Ways to obtain multiple tensors from BasicTextFieldEmbedder

I use four token embedders in my program: embedding, token_character, elmo_token_embedder, and dependency label embedding.
If I directly use the text_field_embedder. I will get a complete tensor.

## tokens: Dict[str, torch.LongTensor]
all_embeddings = self.text_field_embedder(tokens)

However, in my use case, I want to take the embedding and token_character embeddings to do something first. For example, in my case, I use additional dependency head/parent tensor to obtain each embedding’s parent/head embedding. Then, I concatenate them together.

Here is what I did:

elmo_embedding = self.text_field_embeder({"elmo": tokens["elmo"]})
token_embeddings = self.text_field_embeder({"tokens": tokens["tokens"], "token_characters": tokens["token_characters"]})
## heads with size: (batch_size x sent_len) is the dependency parent index for each word/position.
dep_head_emb = torch.gather(token_embeddings, 1, heads.view(batch_size, sent_len, 1).expand(batch_size, sent_len, token_emb_size)) ## this step to select
dep_label_emb = self.text_field_embeder({"dependency_label": tokens["dependency_label"]})

all_embs = torch.cat((elmo_embedding, token_embeddings, dep_head_emb, dep_label_emb), dim=2)

But doing something like this doesn’t work, it would trigger the Mismatched token keys in https://github.com/allenai/allennlp/blob/master/allennlp/modules/text_field_embedders/basic_text_field_embedder.py#L96

Even though I can set the allow_unmatched_keys to True, if I called elmo_embedding = self.text_field_embeder({"elmo": tokens["elmo"]}), it will still enumerate all the original four keys instead of this single key I specify.

Some solutions in my mind:

  1. Should I just create another BasicTextFieldEmbedder and then modify the code to just enumerate the keys that I specify? If that should work, one thing I’m not sure is these few lines (https://github.com/allenai/allennlp/blob/master/allennlp/modules/text_field_embedders/basic_text_field_embedder.py#L108-L112). Can I just keep it what it looks like?

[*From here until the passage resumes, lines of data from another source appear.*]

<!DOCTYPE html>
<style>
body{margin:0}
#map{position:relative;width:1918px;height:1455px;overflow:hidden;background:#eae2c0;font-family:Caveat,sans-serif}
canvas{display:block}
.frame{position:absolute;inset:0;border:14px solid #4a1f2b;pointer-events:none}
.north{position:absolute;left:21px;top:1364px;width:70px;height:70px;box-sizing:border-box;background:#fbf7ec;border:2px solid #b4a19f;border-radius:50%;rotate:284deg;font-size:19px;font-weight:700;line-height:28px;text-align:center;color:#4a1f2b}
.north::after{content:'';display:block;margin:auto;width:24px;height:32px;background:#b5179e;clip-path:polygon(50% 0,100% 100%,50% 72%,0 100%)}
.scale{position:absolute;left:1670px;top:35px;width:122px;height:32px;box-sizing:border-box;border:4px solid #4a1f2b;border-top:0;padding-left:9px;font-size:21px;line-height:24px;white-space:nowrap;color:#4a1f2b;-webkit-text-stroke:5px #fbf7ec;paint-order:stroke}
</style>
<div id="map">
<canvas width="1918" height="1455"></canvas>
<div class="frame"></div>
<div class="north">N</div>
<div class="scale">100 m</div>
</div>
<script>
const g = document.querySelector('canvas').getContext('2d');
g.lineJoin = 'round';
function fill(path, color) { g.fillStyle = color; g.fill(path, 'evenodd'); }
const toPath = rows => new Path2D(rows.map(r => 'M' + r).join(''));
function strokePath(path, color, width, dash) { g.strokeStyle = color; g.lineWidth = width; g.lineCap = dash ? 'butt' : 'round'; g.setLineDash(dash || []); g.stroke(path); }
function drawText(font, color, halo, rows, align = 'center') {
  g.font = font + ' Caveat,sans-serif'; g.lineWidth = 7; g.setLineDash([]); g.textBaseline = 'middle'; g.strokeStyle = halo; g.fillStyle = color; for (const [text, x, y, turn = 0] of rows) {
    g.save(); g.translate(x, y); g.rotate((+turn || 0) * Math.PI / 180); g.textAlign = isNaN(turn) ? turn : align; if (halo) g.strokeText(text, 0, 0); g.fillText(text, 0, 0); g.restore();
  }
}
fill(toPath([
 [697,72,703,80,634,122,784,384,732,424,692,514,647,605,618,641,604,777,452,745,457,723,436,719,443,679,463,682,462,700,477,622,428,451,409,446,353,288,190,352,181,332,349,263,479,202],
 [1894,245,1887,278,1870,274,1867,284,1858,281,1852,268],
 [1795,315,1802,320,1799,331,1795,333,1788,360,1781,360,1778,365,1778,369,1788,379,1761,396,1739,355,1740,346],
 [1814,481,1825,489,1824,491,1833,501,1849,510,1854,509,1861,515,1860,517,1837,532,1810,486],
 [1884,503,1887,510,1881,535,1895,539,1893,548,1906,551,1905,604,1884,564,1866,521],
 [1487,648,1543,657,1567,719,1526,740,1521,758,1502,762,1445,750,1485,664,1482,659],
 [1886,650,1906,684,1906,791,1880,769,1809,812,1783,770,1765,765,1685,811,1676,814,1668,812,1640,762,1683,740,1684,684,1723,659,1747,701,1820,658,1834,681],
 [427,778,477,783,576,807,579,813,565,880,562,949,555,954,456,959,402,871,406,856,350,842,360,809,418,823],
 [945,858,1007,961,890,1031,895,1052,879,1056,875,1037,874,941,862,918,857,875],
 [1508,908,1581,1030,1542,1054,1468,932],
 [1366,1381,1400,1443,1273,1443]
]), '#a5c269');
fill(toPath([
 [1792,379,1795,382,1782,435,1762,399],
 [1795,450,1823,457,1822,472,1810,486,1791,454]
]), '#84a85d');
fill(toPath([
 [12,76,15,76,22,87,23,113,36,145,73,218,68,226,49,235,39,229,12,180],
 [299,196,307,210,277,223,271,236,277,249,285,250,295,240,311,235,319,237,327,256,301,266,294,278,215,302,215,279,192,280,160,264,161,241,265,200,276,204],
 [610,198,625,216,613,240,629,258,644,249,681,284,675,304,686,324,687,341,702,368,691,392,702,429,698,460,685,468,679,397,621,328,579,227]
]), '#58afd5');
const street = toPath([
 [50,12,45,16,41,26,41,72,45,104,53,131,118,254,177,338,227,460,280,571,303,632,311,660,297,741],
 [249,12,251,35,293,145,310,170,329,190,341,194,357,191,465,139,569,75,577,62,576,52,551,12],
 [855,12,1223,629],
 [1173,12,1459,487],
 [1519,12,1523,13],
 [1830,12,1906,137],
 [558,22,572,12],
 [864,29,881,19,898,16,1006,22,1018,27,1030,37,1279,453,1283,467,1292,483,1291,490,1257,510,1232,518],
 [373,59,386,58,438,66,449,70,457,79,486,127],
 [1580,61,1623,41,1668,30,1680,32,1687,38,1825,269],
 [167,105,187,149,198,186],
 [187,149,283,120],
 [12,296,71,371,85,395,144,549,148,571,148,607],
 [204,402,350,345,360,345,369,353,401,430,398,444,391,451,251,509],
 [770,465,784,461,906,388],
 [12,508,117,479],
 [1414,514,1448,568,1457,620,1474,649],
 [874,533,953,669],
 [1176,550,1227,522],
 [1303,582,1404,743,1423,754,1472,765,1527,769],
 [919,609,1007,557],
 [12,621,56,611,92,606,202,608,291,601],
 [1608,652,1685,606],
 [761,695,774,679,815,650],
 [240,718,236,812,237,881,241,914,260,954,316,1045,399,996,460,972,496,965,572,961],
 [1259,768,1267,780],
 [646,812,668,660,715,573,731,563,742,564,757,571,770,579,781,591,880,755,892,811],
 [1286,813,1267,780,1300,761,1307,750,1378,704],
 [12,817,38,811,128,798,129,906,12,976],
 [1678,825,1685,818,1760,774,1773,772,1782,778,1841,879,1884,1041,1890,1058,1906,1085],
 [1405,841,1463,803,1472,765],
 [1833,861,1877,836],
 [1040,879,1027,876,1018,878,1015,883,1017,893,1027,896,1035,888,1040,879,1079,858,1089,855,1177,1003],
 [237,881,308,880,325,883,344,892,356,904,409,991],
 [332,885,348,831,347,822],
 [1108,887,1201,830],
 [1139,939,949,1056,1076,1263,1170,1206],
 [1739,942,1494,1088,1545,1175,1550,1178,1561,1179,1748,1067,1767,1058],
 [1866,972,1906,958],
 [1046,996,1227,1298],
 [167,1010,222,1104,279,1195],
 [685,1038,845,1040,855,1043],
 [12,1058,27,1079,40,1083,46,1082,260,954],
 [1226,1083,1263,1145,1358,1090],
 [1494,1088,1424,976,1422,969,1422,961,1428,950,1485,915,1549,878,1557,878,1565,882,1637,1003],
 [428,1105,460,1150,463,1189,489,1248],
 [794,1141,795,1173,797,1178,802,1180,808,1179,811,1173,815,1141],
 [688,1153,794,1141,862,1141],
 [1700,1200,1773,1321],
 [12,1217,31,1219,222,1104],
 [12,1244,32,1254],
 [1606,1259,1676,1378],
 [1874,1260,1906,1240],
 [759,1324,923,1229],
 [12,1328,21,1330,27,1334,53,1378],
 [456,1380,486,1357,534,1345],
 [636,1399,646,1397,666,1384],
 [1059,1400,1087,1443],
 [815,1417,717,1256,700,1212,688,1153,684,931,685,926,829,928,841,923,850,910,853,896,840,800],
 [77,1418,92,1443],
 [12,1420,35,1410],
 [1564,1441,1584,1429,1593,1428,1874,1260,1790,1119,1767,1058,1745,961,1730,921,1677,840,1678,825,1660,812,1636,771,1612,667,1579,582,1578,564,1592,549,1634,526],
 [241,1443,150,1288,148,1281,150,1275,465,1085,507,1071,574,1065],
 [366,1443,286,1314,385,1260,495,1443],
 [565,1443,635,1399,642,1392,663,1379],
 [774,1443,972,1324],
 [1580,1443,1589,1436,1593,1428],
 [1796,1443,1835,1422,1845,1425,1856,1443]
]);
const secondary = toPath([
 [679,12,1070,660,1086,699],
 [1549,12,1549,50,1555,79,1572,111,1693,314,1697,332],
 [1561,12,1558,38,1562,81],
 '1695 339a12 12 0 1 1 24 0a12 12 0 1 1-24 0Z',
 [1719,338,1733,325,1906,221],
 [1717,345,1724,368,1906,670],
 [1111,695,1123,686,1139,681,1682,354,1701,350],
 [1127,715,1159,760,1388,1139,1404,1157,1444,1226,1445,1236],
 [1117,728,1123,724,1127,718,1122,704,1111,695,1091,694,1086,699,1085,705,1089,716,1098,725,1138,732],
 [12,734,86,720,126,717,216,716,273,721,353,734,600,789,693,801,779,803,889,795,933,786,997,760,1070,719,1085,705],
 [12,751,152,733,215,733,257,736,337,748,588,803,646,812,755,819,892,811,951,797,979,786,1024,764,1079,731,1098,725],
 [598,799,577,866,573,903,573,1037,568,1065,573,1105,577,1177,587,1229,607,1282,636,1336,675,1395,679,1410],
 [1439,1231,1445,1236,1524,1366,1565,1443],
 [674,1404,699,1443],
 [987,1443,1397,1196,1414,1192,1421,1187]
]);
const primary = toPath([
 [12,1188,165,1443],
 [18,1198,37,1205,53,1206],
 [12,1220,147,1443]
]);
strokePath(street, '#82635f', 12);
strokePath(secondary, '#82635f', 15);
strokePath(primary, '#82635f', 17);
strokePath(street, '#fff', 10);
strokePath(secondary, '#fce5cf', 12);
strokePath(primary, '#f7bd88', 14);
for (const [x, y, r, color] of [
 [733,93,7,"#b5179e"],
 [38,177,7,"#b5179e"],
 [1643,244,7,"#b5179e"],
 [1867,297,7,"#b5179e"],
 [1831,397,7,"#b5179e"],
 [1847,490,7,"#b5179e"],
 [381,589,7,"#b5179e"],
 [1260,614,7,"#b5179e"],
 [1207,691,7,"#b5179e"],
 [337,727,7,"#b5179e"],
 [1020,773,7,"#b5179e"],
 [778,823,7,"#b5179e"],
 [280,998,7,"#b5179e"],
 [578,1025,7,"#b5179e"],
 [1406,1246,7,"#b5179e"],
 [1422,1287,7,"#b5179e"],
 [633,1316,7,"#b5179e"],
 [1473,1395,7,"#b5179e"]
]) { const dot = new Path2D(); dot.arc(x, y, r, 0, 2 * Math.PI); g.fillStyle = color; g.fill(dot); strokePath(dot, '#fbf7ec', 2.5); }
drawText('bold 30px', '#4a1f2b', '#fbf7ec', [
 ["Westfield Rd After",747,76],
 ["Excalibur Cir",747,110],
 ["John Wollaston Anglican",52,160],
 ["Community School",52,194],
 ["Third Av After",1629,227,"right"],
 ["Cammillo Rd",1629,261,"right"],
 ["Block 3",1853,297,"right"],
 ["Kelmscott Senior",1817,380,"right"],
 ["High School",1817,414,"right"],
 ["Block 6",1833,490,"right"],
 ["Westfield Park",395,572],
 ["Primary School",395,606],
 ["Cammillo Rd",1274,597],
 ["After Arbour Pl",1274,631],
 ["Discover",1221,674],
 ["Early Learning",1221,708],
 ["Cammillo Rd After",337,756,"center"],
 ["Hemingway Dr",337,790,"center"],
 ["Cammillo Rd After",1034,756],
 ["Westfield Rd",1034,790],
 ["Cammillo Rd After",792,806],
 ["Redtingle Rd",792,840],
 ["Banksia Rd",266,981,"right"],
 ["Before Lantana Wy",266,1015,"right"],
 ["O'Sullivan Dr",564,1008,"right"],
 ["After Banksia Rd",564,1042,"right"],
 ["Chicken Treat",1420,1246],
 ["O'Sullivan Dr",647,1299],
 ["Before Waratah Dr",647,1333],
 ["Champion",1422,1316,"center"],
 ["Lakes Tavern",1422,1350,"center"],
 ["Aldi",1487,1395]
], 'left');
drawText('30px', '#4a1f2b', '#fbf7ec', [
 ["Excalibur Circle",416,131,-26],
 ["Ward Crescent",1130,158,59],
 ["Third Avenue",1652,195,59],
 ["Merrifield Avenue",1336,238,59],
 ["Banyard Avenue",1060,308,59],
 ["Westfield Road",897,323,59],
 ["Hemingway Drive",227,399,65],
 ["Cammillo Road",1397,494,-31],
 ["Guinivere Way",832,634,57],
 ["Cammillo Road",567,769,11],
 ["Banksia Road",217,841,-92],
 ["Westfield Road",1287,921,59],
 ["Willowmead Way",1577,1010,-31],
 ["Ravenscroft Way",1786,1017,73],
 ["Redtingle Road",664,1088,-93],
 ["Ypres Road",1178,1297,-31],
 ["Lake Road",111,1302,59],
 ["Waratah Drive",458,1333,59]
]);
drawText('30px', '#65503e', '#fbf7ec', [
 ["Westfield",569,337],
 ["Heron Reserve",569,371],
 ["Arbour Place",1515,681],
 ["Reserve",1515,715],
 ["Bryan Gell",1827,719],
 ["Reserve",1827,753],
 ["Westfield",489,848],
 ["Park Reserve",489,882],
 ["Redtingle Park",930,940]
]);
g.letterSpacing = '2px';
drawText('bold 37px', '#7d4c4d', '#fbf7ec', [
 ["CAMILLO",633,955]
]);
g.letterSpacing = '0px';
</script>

And then just enumerate the input keys?
  2. Because the keys will be sorted, maybe I can just take a sub-tensor from the complete embedded tensor? Like embedded_sequence[:, :, start:end]

Instead of using the TextFieldEmbedder, use a collection of TokenEmbedders directly. If you need more detail than this, I can give it.

Okay, I think I sort of understand the basic idea. But not sure what I did is correct:

## First modify the constructor as below, remove text_field embedder, but use a bunch of token embedders
def __init__(
            self,
            vocab: Vocabulary,
            # text_field_embedder: TextFieldEmbedder,
            token_embedders: Dict[str, TokenEmbedder])
     self._token_embedders = token_embedders

def forward(tokens: Dict[str, torch.LongTensor]):
    elmo_embedding = self._token_embedders['elmo'](tokens["elmo"])
    token_embeddings = self._token_embedders['tokens'](tokens["tokens"])
    character_embeddings = self._token_embedders['token_characters'](tokens["token_characters"])
    word_emb = torch.cat((token_embeddings,character_embeddings), dim = 2)
    dep_head_emb = torch.gather(word_emb, 1, heads.view(batch_size, sent_len, 1).expand(batch_size, sent_len, token_emb_size))
    dep_label_emb = self._token_embedders["dependency_label"](tokens["dependency_label"])
   all_embs = torch.cat((elmo_embedding, token_embeddings, dep_head_emb, dep_label_emb), dim=2)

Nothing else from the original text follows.